*Dataset*.

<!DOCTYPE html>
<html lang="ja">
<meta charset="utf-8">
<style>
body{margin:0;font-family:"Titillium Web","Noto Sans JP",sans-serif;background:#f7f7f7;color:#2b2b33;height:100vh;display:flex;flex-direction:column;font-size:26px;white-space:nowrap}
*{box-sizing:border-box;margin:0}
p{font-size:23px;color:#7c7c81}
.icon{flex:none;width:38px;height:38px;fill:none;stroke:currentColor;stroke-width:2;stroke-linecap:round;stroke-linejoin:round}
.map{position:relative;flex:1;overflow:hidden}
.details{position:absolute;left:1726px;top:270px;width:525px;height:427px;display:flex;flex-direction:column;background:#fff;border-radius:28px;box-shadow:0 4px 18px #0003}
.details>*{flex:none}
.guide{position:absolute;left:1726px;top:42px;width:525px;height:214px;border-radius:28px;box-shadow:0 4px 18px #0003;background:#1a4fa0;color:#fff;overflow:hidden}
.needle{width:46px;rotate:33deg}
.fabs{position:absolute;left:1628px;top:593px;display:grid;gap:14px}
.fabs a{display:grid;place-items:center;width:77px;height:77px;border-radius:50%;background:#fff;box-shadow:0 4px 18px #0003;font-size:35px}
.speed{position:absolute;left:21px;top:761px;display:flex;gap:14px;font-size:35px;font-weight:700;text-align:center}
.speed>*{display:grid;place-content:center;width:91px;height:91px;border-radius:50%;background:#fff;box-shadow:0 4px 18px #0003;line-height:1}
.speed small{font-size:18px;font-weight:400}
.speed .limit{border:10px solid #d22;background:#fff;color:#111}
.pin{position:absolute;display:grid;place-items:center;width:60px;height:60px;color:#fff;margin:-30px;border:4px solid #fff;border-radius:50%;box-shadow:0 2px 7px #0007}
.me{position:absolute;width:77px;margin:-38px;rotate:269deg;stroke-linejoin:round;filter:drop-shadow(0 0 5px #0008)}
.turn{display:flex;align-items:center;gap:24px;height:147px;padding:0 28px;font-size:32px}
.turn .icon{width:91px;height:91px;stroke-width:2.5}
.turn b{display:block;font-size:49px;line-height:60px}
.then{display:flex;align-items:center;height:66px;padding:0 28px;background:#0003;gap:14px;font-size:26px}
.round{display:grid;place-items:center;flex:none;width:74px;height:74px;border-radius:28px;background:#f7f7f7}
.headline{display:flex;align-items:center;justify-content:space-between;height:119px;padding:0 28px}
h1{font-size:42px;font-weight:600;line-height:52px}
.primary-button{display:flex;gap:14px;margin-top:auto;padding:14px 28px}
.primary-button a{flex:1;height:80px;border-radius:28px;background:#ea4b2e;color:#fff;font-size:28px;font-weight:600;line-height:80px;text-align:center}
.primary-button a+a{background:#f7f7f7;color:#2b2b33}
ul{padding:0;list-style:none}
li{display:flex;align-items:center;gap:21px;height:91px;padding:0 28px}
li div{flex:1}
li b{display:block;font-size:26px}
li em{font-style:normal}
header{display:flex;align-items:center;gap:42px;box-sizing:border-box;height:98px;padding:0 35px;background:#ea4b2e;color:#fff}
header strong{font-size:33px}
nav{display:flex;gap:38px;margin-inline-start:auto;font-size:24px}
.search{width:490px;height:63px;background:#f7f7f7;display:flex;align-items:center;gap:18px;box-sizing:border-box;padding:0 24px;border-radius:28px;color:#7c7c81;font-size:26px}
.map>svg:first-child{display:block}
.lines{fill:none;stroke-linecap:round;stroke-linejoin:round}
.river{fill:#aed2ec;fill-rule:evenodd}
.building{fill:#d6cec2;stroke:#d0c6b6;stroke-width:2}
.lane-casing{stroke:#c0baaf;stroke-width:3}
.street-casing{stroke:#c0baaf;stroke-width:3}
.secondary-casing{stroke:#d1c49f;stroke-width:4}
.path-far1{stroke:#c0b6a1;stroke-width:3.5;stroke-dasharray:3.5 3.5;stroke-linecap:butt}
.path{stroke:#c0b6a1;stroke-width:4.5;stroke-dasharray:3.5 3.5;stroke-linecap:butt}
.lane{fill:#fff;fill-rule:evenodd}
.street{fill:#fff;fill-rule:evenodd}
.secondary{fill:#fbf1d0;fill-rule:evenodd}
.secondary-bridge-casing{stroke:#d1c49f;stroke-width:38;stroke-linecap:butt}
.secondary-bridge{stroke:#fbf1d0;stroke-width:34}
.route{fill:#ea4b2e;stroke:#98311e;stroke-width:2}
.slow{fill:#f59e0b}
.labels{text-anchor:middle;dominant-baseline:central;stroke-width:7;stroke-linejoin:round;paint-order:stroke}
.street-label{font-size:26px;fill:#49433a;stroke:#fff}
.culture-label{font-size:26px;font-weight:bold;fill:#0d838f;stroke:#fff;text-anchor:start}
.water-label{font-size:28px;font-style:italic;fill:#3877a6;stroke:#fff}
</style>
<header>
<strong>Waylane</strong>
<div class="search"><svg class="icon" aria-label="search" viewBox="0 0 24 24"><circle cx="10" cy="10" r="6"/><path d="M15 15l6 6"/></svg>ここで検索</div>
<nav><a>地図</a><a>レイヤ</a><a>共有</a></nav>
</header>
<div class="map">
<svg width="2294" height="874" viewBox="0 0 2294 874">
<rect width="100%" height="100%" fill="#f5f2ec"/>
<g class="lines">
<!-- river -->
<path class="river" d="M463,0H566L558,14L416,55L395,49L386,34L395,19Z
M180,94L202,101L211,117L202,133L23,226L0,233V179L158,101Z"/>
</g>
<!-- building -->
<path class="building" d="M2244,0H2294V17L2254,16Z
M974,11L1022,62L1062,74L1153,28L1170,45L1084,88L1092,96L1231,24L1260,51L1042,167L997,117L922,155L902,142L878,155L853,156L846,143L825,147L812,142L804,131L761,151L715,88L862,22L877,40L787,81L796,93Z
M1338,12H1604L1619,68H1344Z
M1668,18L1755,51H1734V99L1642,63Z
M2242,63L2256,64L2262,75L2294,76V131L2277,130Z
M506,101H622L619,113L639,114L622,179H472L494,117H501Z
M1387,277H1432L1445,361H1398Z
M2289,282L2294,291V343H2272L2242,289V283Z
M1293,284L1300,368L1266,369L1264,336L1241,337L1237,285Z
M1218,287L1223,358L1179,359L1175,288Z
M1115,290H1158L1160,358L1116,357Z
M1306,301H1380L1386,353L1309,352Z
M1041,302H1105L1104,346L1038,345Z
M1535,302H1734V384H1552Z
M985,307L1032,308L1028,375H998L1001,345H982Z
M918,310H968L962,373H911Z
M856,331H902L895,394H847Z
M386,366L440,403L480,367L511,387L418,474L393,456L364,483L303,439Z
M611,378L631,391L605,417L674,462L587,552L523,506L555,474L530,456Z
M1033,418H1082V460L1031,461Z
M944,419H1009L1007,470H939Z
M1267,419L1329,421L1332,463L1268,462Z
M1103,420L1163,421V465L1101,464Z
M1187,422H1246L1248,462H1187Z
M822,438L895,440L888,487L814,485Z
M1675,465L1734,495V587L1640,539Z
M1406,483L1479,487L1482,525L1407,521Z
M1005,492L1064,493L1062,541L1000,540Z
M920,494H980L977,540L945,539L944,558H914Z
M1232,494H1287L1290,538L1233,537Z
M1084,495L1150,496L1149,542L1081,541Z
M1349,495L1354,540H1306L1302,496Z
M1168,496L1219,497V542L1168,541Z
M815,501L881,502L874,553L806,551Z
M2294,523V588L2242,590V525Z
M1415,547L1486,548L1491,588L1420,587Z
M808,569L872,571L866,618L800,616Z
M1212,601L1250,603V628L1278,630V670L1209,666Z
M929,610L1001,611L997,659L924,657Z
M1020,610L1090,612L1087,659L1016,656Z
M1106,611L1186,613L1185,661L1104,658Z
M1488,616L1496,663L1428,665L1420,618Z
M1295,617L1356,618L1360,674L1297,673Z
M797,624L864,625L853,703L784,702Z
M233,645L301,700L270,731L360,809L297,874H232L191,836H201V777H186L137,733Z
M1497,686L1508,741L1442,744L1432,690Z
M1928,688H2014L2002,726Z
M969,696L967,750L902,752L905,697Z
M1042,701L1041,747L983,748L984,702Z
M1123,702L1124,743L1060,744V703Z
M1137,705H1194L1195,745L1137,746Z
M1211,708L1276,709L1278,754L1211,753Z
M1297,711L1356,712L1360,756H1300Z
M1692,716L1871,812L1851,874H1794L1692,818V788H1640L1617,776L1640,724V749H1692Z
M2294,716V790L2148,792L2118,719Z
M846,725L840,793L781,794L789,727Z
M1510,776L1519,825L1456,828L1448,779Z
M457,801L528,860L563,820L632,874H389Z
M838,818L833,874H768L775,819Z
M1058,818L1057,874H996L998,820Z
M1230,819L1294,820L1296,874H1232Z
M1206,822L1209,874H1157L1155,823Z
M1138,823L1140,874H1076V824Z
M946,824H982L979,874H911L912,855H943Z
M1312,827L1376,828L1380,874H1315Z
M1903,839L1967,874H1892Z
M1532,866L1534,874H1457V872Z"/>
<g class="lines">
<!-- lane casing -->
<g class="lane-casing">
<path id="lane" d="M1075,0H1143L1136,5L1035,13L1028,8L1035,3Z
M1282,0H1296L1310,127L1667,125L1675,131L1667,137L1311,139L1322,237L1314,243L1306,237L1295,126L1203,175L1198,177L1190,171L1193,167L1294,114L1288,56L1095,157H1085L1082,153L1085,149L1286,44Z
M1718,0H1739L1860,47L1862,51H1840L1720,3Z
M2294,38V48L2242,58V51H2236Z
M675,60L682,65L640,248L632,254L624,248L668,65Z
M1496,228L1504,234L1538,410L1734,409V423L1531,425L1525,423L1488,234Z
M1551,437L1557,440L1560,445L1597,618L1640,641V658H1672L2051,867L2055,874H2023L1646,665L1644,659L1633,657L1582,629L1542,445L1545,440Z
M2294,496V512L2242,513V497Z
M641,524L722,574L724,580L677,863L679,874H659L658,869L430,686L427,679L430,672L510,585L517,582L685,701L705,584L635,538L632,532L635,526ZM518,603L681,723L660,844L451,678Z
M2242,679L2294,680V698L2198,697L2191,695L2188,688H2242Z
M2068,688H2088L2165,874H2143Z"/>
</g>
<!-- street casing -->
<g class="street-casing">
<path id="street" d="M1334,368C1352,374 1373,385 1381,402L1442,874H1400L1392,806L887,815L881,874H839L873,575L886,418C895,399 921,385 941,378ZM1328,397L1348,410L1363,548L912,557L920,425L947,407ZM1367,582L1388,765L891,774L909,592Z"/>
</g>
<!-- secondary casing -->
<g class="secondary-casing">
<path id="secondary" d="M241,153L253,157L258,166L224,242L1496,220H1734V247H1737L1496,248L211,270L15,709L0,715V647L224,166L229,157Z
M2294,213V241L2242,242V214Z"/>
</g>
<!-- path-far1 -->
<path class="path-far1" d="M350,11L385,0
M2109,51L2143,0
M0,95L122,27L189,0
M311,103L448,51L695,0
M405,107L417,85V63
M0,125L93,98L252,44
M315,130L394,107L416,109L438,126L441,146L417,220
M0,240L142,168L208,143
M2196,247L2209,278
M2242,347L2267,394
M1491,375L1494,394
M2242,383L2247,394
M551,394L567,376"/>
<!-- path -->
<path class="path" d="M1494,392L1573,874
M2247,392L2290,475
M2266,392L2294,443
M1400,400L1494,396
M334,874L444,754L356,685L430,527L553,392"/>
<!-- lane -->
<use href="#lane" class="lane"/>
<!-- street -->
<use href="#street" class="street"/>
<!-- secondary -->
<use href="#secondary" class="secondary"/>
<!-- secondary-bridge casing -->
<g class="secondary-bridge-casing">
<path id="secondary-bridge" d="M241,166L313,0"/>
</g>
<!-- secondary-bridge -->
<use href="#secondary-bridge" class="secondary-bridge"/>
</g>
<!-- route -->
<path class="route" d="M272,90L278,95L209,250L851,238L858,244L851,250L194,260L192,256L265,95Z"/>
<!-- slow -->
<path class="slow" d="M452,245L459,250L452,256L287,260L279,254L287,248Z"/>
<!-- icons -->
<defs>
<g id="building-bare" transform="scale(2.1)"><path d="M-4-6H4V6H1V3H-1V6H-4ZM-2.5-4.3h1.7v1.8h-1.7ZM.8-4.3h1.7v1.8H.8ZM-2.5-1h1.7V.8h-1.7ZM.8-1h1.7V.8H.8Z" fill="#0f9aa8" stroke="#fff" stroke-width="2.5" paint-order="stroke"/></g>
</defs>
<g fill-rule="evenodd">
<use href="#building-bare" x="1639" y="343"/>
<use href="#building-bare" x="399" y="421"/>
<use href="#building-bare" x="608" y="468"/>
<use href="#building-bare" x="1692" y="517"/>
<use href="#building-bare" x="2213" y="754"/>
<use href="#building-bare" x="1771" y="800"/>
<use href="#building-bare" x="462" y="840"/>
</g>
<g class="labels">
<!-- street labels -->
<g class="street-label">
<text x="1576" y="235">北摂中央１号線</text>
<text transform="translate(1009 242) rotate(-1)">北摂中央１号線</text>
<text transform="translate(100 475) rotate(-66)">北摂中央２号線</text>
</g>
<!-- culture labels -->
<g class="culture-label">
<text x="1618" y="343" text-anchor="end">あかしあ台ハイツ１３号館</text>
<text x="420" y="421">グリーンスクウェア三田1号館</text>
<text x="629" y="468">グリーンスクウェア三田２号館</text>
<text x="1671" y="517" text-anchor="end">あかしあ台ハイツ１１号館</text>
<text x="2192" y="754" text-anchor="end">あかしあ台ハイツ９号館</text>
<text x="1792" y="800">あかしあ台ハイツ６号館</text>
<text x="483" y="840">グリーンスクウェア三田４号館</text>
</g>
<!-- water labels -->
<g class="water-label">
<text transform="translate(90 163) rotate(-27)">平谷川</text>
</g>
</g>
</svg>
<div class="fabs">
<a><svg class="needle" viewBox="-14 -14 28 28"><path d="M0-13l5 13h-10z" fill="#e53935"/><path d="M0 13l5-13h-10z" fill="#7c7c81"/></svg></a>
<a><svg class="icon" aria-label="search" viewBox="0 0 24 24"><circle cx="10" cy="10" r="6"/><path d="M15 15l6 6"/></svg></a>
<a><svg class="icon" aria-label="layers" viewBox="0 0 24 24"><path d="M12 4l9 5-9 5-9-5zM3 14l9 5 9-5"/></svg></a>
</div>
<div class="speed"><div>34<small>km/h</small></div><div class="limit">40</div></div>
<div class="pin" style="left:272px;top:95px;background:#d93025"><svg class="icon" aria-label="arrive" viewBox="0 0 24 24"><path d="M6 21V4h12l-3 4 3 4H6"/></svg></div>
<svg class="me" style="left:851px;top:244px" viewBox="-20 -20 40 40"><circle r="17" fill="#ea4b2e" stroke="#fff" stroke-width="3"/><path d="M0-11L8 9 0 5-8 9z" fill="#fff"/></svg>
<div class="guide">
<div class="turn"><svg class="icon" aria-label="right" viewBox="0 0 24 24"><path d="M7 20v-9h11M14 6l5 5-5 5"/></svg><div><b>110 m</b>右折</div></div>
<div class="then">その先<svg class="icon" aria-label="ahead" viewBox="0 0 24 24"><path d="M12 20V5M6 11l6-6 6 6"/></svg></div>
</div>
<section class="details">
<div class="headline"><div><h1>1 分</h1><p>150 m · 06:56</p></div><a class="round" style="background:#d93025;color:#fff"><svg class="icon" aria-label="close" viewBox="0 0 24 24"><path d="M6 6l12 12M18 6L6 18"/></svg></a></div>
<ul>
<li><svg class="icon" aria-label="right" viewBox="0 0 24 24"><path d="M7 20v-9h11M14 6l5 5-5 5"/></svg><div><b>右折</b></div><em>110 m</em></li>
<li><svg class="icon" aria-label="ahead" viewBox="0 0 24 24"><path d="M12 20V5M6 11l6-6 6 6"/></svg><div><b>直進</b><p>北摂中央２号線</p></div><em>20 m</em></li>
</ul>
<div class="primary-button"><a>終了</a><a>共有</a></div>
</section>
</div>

*What to produce*. Return solely the count of lines in the data above in which the word "rule" occurs.

*Written reply*. 5